Faillite de la Grèce : Les scénarios possibles

Après une journée noire sur les marchés boursiers et les déclarations des dirigeants Allemand au sujet de la Grèce, le pire scénario n’est pas à exclure.

Cessez de demander si « la Grèce peut faire faillite ». La vraie question est désormais  « quand va-t-elle faire faillite » ! Le fait nouveau depuis vendredi, c’est que l’on sait que la Grèce ne pourra jamais rembourser ce qu’elle doit. C’est d’ailleurs pour cette raison que les banques européennes sont aussi sévèrement sanctionnées. Elles seront pénalisées au prorata de leurs engagements.

Jusqu’à maintenant, on a fait semblant de croire que la Grèce allait tenir debout. Jusqu’à maintenant, on a cru pouvoir l’aider. On s’aperçoit que ça ne marchera pas. Les européens ne sont plus d’accord pour payer à fonds perdus, Allemagne en tête. C’est elle paie la plus forte contribution.

A partir de là, on voit se dessiner trois scenarios :

– Le plan A, consisterait à organiser la faillite ou le défaut de paiement  en maintenant la Grèce dans la zone Euro. On appellera ça une restructuration, un défaut de paiement. On se partagerait les factures. Cela coûterait cher aux banques qui ont prêté à la Grèce.

– Le plan B, consisterait à déclarer la faillite de la Grèce et à la sortir de la zone Euro, si les états européens se rendent compte qu’elle est décidément incapable de respecter la discipline. C’est un scenario qui n’est pas exclus.

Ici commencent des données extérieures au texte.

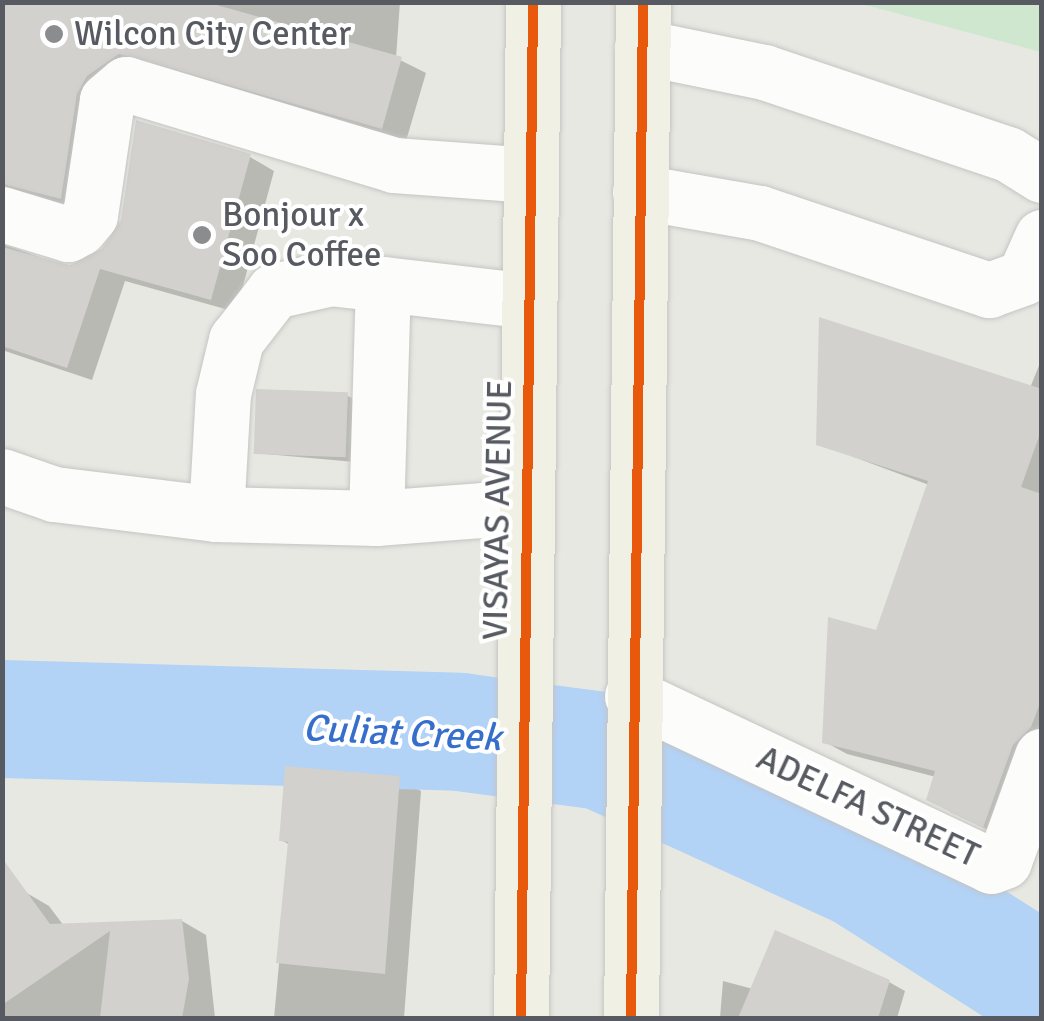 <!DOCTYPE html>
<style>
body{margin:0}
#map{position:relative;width:1044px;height:1021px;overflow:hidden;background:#e8e8e2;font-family:Signika,sans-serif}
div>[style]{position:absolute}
.green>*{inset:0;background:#cee7ce}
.shadow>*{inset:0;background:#0003}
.river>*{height:118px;margin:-59px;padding:0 59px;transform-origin:59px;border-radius:59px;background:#b2d2f6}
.building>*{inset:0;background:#d2d1cd;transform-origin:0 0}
.roads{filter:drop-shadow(0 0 2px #c4c4c4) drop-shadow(0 0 2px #c4c4c4)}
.minor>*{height:55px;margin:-27.5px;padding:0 27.5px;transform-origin:27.5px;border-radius:27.5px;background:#fcfcfb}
.major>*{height:55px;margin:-27.5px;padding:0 27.5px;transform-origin:27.5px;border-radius:27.5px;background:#f1f0e5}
.cycleway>*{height:10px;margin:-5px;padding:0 5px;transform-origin:5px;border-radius:5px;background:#e8590c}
.dots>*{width:28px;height:28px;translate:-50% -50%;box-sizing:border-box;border:5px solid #fff;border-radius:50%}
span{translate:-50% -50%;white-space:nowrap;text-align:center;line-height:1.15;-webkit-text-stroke:8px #fff;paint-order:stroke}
.poi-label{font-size:35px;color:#575b61}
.left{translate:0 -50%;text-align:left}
.street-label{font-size:35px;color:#575b61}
.water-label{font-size:38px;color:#366fcb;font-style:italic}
.frame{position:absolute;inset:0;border:5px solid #575b61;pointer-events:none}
</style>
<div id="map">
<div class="green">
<div style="clip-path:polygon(858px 3px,1041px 3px,1041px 52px)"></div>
</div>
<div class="shadow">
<div style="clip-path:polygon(2px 2px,400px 2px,396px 58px,426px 73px,406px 141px,145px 66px,85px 211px,2px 214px)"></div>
<div style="clip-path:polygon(250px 157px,274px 171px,236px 312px,125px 281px,92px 380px,2px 350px,2px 244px,71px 268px)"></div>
<div style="clip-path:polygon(1042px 358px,1042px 751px,1005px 838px,950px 812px,936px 777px,847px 754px,825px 742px,878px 633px,929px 485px,819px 444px,1030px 388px)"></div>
<div style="clip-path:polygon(348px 396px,357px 401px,355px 462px,253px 453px)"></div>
<div style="clip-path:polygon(399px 779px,421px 791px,404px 1018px,274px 1018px,290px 845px,281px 840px)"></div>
<div style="clip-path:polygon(25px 892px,49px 906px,64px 926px,182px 921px,206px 935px,215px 1018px,2px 1018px,2px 908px)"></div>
<div style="clip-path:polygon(723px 981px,753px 989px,889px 982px,905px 991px,897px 1018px,720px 1018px)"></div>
<div style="clip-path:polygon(1042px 1007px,1042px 1018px,1031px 1018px)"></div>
</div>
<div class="river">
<div style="left:2px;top:719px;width:458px;rotate:1.6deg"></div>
<div style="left:460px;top:732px;width:144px;rotate:7.6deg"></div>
<div style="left:603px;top:751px;width:284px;rotate:24.6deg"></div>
<div style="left:861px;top:869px;width:214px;rotate:32.4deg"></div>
</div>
<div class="building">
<div style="clip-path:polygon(2px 2px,206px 2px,402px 57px,382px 129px,119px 54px,87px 76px,77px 94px,61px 199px,2px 184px)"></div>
<div style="clip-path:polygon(136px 120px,251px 154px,211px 300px,100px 269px,67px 368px,2px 346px,2px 247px,70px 265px,102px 249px,121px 220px)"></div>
<div style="clip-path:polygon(819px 317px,1042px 389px,1042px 428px,1021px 487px,1042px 494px,1042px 698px,1031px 727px,1013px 745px,983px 828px,926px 800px,935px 771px,822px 743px,828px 617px,876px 630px,928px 481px,816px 445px)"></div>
<div style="left:256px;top:389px;width:92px;height:65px;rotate:2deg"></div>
<div style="clip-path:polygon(285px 766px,400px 776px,385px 974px,276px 963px,288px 842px,279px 841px)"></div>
<div style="clip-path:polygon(2px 858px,50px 924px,182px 919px,189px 979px,182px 1018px,100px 1018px,110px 931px,2px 1005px)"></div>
<div style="clip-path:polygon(775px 930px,890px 980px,878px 1018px,738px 1018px)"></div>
</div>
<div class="roads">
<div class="minor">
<div style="left:642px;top:47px;width:125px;rotate:11.6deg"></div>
<div style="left:764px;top:72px;width:257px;rotate:18.6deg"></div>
<div style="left:1008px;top:154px;width:40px;rotate:32deg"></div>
<div style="left:640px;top:192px;width:122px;rotate:9.9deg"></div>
<div style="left:760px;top:213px;width:242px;rotate:18.6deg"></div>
<div style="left:989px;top:290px;width:37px;rotate:-20deg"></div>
<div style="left:1024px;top:277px;width:44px;rotate:-65.8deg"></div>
<div style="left:2px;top:214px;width:69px;rotate:16.9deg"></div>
<div style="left:68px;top:234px;width:13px;rotate:-29deg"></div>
<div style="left:79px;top:228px;width:17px;rotate:-50deg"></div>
<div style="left:90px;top:215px;width:116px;rotate:-81.6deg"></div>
<div style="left:107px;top:100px;width:25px;rotate:-40deg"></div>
<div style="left:126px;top:84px;width:280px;rotate:16.8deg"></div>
<div style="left:394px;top:165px;width:137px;rotate:4.2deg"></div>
<div style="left:2px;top:476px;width:55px;rotate:19.1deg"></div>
<div style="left:54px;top:494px;width:163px;rotate:7deg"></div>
<div style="left:216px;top:514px;width:160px;rotate:1.4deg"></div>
<div style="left:376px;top:518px;width:146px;rotate:-4.3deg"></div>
<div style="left:216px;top:514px;width:120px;rotate:-86.7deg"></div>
<div style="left:223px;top:394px;width:56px;rotate:-76.5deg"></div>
<div style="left:236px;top:340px;width:62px;rotate:-52.2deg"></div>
<div style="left:274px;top:291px;width:58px;rotate:-12.8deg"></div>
<div style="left:331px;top:278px;width:199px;rotate:6.6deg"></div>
<div style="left:376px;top:518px;width:234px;rotate:-88.3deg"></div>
<div style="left:632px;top:696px;width:397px;rotate:25.3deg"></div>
<div style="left:991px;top:866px;width:14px;rotate:-21deg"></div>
<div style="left:1004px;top:861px;width:112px;rotate:-70.1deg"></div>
</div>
<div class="major">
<div style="left:521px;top:1018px;width:1016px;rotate:-89.32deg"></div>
<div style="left:631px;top:1018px;width:1016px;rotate:-89.32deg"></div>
</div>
</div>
<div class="cycleway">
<div style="left:521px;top:1018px;width:1016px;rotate:-89.32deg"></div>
<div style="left:631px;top:1018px;width:1016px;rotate:-89.32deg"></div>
</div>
<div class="dots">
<div style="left:54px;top:34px;background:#8a8c8e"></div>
<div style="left:202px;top:235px;background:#8a8c8e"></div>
</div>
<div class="poi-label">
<span class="left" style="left:74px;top:34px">Wilcon City Center</span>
<span class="left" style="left:222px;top:235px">Bonjour x<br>Soo Coffee</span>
</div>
<div class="street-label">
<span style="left:498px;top:510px;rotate:-89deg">VISAYAS AVENUE</span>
<span style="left:868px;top:807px;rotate:25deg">ADELFA STREET</span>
</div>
<div class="water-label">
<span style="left:402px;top:733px;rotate:3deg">Culiat Creek</span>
</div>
<div class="frame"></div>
</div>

– Le plan C est le scénario du pire. Si aucun des plans précédents ne pouvait s’organiser pour des raisons politiques, on ne peut pas exclure que l’Allemagne décrète sa propre sortie de l’Euro. Considérant qu’elle ne peut pas prendre en charge les autres pays. C’est plausible, c’est compliqué, mais ce n’est pas impossible.

L’Allemagne mène le débat.

L’Allemagne aujourd’hui est coupée en deux. D’un coté il y a Angela Merkel qui fait tout pour protéger l’union Européenne. De l’autre, il y a l’aile libérale à laquelle appartient son ministre des Finances qui plaide pour une sortie de l’Euro. L’avenir de l’Europe dépend de ce débat politique.